───── EXERCISE INPUT ─────

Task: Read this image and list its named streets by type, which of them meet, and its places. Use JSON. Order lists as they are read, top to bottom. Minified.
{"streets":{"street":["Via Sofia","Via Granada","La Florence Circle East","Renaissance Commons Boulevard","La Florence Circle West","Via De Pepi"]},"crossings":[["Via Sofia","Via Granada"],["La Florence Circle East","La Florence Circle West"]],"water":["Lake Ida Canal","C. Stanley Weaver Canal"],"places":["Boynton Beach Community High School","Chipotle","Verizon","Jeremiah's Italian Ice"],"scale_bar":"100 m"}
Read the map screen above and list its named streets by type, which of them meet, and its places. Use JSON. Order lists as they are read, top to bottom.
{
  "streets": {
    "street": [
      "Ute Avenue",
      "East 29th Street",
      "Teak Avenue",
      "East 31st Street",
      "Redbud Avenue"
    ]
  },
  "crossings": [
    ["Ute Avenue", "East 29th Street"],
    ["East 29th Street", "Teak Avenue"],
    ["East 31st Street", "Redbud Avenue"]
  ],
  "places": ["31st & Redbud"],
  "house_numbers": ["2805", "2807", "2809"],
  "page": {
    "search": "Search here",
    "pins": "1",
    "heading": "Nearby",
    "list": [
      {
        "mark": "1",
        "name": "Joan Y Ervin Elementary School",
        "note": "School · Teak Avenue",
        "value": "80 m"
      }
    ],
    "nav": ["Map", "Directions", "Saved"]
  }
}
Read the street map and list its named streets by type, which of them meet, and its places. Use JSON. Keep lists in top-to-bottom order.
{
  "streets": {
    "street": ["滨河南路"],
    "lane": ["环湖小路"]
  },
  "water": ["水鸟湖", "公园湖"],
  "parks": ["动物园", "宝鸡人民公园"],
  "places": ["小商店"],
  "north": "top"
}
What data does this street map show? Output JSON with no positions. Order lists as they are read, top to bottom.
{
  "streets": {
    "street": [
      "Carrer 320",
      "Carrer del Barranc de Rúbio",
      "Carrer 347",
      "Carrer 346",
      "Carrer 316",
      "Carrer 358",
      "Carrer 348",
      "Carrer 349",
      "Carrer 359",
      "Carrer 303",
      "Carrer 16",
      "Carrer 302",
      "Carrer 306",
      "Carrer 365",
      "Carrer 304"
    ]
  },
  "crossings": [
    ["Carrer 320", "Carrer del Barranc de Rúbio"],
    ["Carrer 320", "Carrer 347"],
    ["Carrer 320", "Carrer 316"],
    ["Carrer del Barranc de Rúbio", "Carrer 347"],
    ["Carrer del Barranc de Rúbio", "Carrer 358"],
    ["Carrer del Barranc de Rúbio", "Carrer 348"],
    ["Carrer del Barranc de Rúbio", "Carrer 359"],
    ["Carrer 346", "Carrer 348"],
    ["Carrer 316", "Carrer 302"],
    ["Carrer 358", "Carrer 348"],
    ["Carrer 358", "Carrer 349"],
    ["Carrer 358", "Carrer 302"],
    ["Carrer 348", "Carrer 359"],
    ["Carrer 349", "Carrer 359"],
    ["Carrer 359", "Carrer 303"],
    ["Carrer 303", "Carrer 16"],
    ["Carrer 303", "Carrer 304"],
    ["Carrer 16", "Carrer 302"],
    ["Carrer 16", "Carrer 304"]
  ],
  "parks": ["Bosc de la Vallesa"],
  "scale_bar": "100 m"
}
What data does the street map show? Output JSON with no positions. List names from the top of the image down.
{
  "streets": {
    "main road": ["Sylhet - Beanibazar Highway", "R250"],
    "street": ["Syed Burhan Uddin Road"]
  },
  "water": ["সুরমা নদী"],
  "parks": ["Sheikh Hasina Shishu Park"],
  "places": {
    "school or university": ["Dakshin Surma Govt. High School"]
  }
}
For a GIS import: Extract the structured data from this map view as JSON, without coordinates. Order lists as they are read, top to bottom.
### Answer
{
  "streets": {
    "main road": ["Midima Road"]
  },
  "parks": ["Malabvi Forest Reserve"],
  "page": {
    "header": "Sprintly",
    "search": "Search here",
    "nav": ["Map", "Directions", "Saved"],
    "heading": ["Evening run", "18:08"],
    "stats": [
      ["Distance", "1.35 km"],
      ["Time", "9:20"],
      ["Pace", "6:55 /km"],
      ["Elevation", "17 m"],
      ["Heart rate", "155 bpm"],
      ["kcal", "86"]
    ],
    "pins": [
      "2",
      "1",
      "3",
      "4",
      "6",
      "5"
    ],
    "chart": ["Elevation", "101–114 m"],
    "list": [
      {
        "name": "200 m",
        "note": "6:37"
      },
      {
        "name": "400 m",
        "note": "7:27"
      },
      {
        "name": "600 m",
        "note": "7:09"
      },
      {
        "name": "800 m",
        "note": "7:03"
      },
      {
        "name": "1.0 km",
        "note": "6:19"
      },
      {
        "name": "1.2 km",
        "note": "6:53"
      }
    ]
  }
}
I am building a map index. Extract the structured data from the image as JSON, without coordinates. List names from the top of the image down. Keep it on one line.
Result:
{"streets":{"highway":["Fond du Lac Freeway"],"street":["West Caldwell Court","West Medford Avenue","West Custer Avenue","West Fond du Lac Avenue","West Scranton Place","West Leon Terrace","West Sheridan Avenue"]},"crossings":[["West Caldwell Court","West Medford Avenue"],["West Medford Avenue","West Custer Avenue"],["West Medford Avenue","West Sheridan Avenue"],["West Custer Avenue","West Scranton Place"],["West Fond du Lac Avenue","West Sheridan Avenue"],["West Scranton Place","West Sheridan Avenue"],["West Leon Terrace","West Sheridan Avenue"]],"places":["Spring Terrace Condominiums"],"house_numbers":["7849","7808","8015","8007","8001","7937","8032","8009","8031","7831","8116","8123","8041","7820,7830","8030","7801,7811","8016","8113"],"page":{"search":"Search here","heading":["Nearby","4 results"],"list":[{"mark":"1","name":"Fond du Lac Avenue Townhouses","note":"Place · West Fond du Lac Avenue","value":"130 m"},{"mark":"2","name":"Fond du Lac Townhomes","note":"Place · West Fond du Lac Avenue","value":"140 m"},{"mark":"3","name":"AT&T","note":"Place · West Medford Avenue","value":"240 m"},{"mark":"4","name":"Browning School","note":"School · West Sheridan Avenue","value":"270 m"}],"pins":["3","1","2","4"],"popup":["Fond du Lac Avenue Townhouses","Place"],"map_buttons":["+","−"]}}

─────

There is a run of lines above from the one with "What data does the" to the one with "I am building"; print exactly that run, both ends included, and nothing else.

What data does the street map show? Output JSON with no positions. List names from the top of the image down.
{
  "streets": {
    "main road": ["Sylhet - Beanibazar Highway", "R250"],
    "street": ["Syed Burhan Uddin Road"]
  },
  "water": ["সুরমা নদী"],
  "parks": ["Sheikh Hasina Shishu Park"],
  "places": {
    "school or university": ["Dakshin Surma Govt. High School"]
  }
}
For a GIS import: Extract the structured data from this map view as JSON, without coordinates. Order lists as they are read, top to bottom.
### Answer
{
  "streets": {
    "main road": ["Midima Road"]
  },
  "parks": ["Malabvi Forest Reserve"],
  "page": {
    "header": "Sprintly",
    "search": "Search here",
    "nav": ["Map", "Directions", "Saved"],
    "heading": ["Evening run", "18:08"],
    "stats": [
      ["Distance", "1.35 km"],
      ["Time", "9:20"],
      ["Pace", "6:55 /km"],
      ["Elevation", "17 m"],
      ["Heart rate", "155 bpm"],
      ["kcal", "86"]
    ],
    "pins": [
      "2",
      "1",
      "3",
      "4",
      "6",
      "5"
    ],
    "chart": ["Elevation", "101–114 m"],
    "list": [
      {
        "name": "200 m",
        "note": "6:37"
      },
      {
        "name": "400 m",
        "note": "7:27"
      },
      {
        "name": "600 m",
        "note": "7:09"
      },
      {
        "name": "800 m",
        "note": "7:03"
      },
      {
        "name": "1.0 km",
        "note": "6:19"
      },
      {
        "name": "1.2 km",
        "note": "6:53"
      }
    ]
  }
}
I am building a map index. Extract the structured data from the image as JSON, without coordinates. List names from the top of the image down. Keep it on one line.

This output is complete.